Jak bozia da, będę w stanie załatwić serwer, ale najwcześniej koło grudnia, a może dopiero w przyszłym roku. Będzie wiąząło się to z przenosinami mirrora gentoo.prz.edu.pl (znanym też jako gentoo.prz.rzeszow.pl) na inną, mniej obciążoną maszynę, której niestety jeszcze nie mam (a próbuję jakoś wywalczyć)

Póki co, szukajcie czegoś zastepczego. Jak serwer będzie gotowy, dam znać na forum.

----------

## szolek

Słuszna sprawa. I ja bym chętnie się przysłużył tyle że nie mam w tym doświadczenia.

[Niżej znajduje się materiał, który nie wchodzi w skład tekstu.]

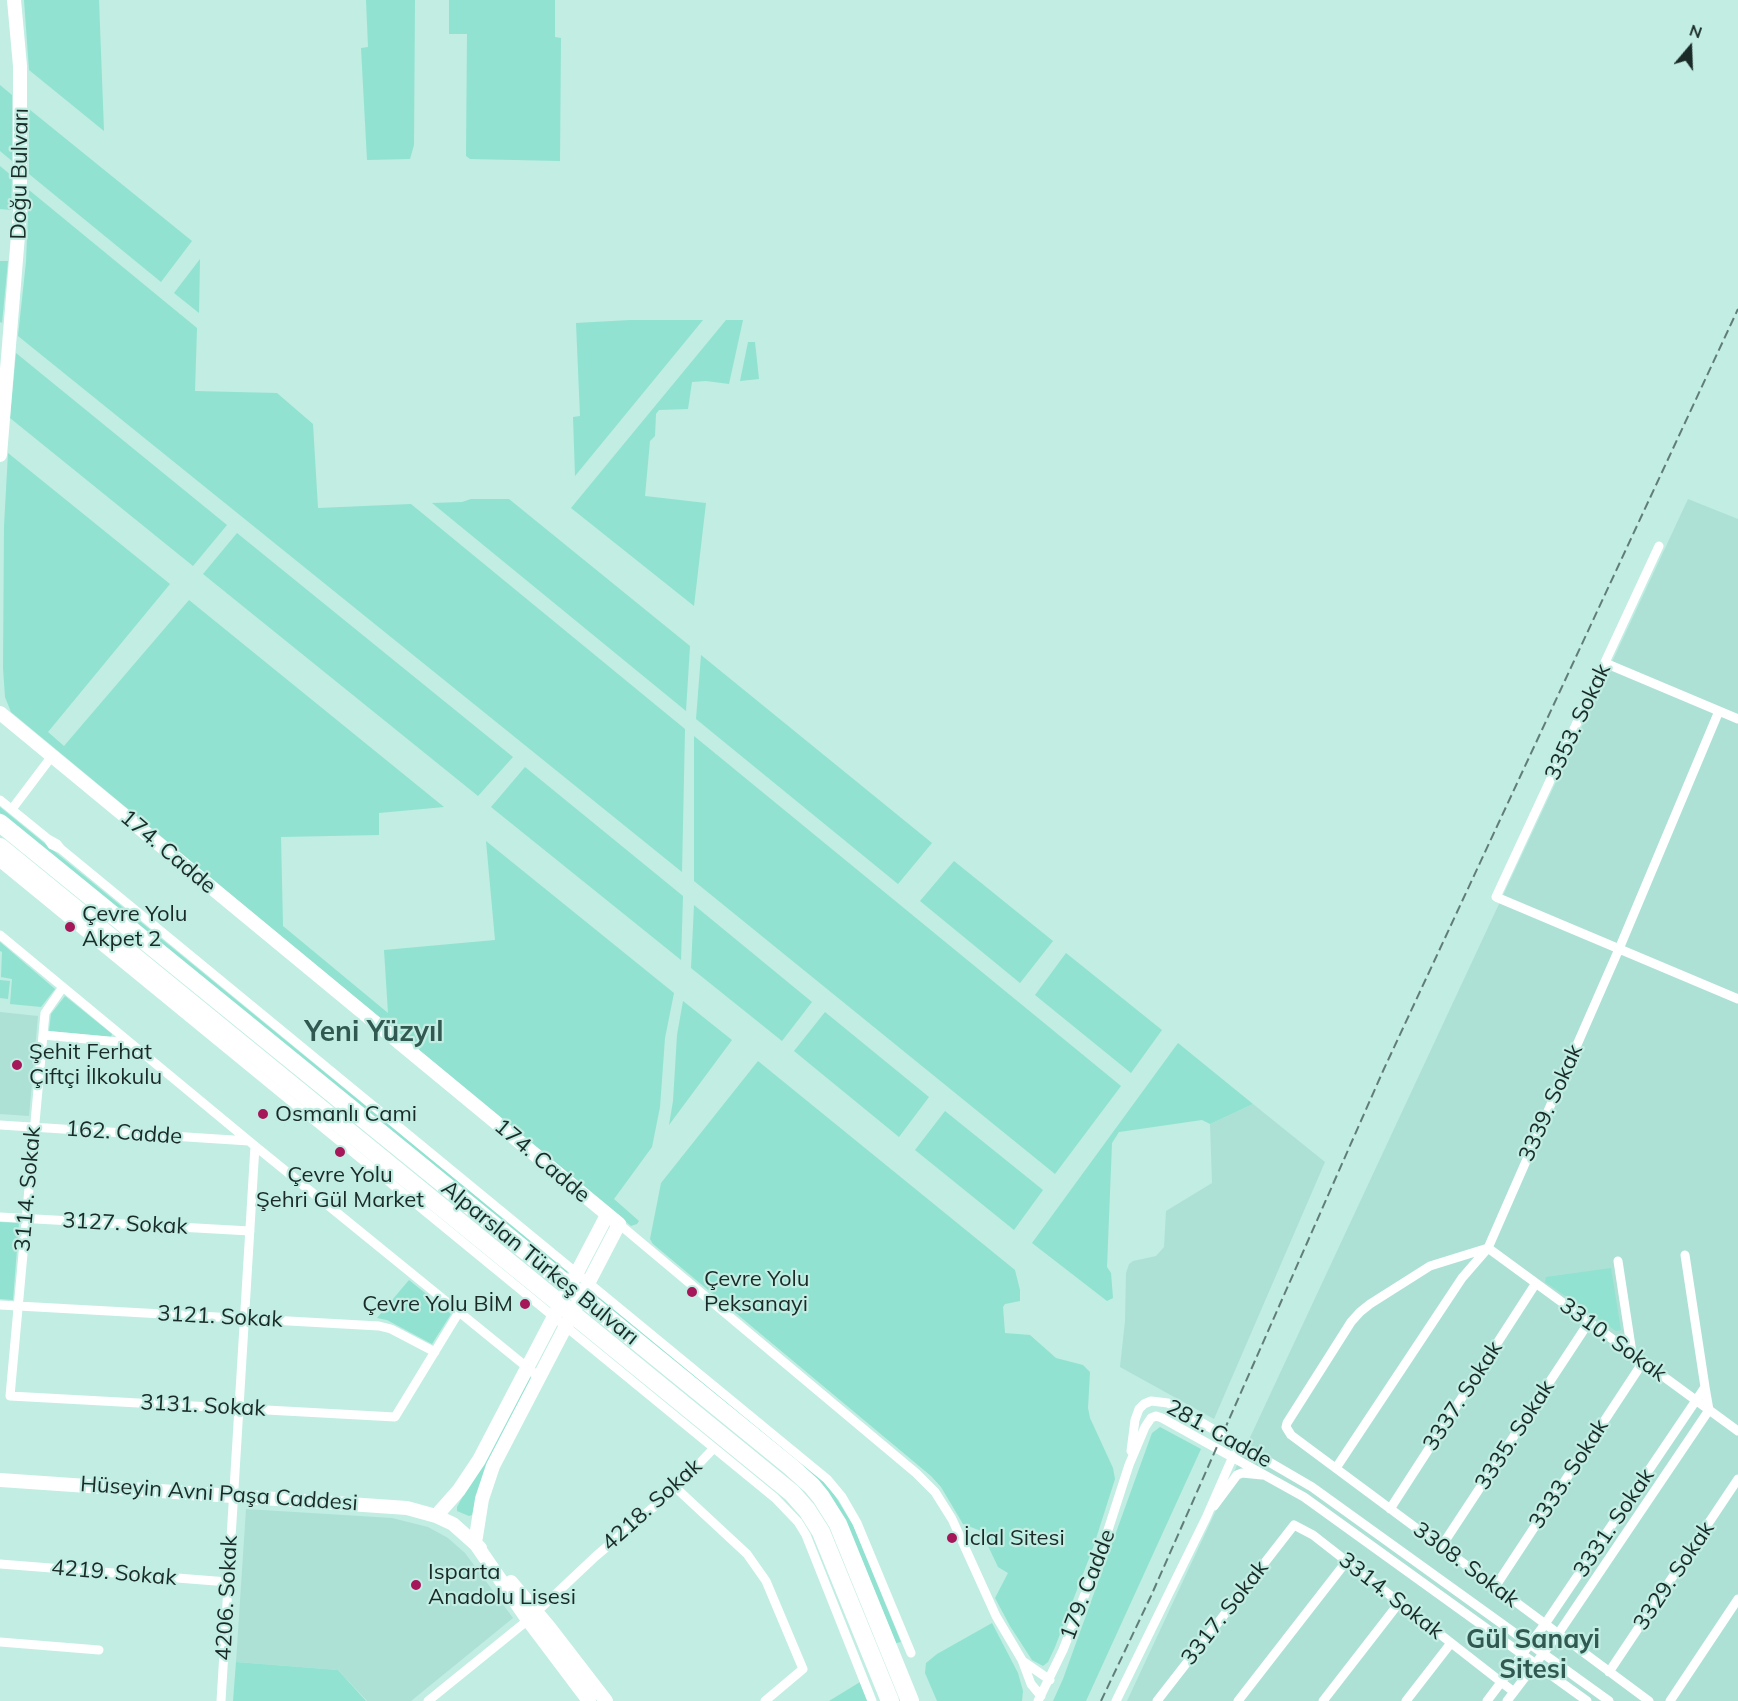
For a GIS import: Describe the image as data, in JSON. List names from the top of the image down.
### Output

Pomysł z dwoma serwerami jak najbardziej dobry lecz widzę młe zagrożenie w automatycznym synchronizowaniu. Wydaje mi się że ręczny i swiadomy start takiej synchronizacji może ustrzec przed powieleniem ewentualnego błędu z serwera testowego na ten dla urzytkowników a dalej na poszczególne stacje robocze. Także podczas oficjalnego emerge --sync można zauważyć na niektórych serwerach komunikat o banowaniu jeśli się to wykonuje częściej niż raz na dzień. Może nie będzie potrzeby częstrzych synchronizacji.

 Więc pomysł mam taki: 

Kilka grup odpowiedzialnych za wyznaczone gałęzie i grupa wykonawcza - znaczy ta od ostatecznego przeniesienia lub zsynchronizowania serwera. Piszę dodatkowo o grupach ponieważ sądze że na normalne warunki życia bywają róznie sytuacje i myśle tu o wzajemnym uzupełnianiu się. 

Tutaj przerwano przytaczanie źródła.